======== Supplied records ========

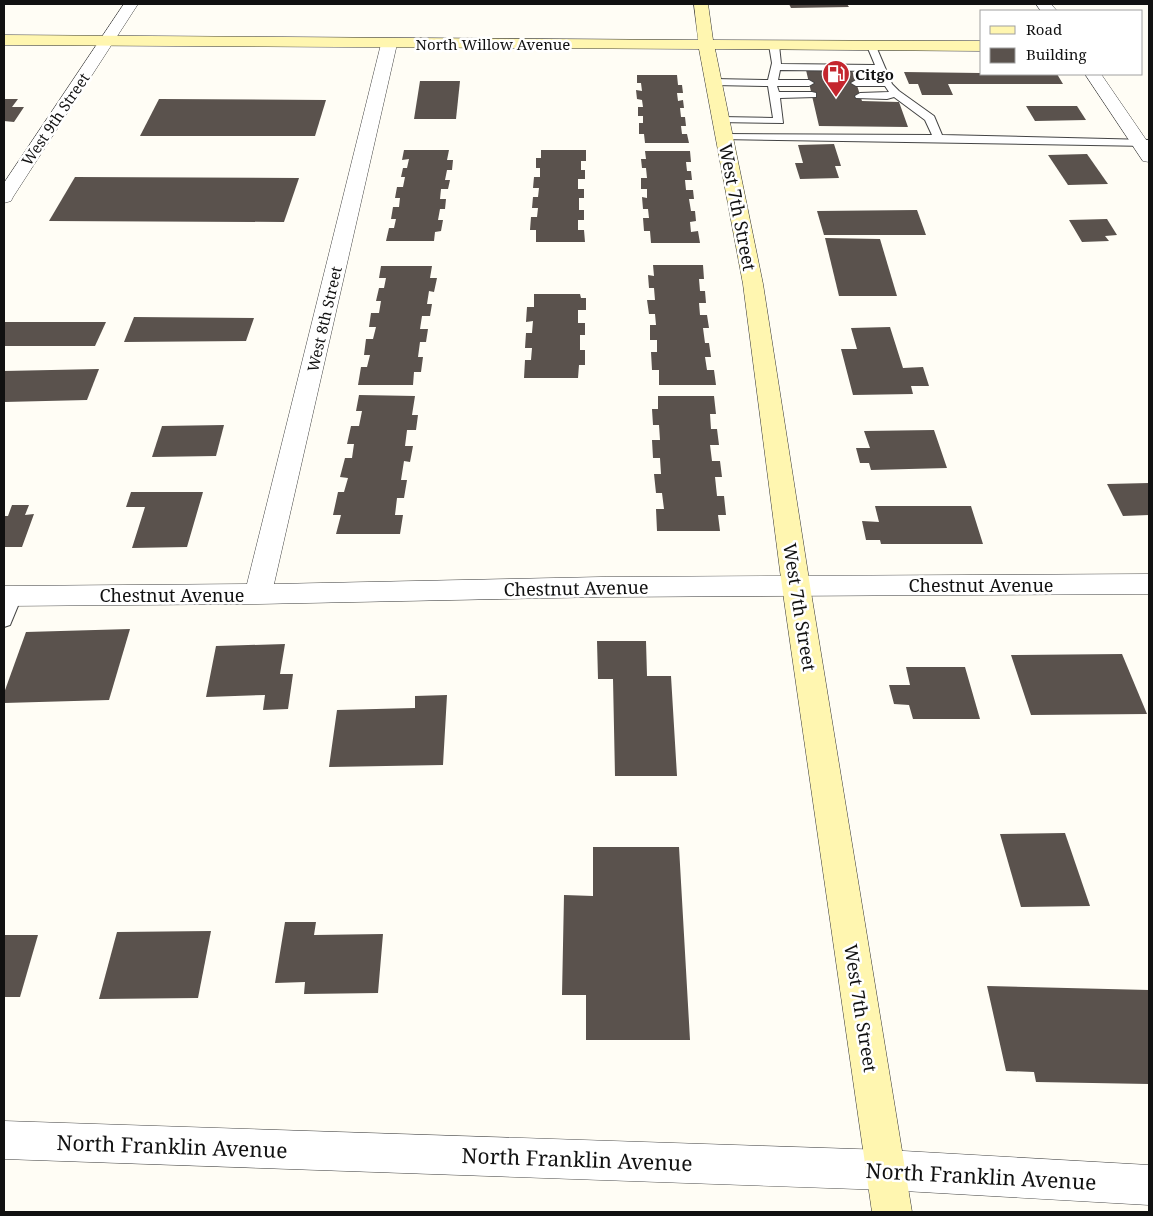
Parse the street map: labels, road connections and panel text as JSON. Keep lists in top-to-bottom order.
{
  "streets": {
    "street": [
      "North Willow Avenue",
      "West 9th Street",
      "West 7th Street",
      "West 8th Street",
      "Chestnut Avenue",
      "North Franklin Avenue"
    ]
  },
  "crossings": [
    ["North Willow Avenue", "West 9th Street"],
    ["North Willow Avenue", "West 7th Street"],
    ["North Willow Avenue", "West 8th Street"],
    ["West 7th Street", "Chestnut Avenue"],
    ["West 7th Street", "North Franklin Avenue"],
    ["West 8th Street", "Chestnut Avenue"]
  ],
  "places": {
    "fuel station": ["Citgo"]
  },
  "legend": ["Road", "Building"]
}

========

When copying the data above, repeat every word exactly and drop the pictures.

**Exercise output:**
Parse the street map: labels, road connections and panel text as JSON. Keep lists in top-to-bottom order.
{
  "streets": {
    "street": [
      "North Willow Avenue",
      "West 9th Street",
      "West 7th Street",
      "West 8th Street",
      "Chestnut Avenue",
      "North Franklin Avenue"
    ]
  },
  "crossings": [
    ["North Willow Avenue", "West 9th Street"],
    ["North Willow Avenue", "West 7th Street"],
    ["North Willow Avenue", "West 8th Street"],
    ["West 7th Street", "Chestnut Avenue"],
    ["West 7th Street", "North Franklin Avenue"],
    ["West 8th Street", "Chestnut Avenue"]
  ],
  "places": {
    "fuel station": ["Citgo"]
  },
  "legend": ["Road", "Building"]
}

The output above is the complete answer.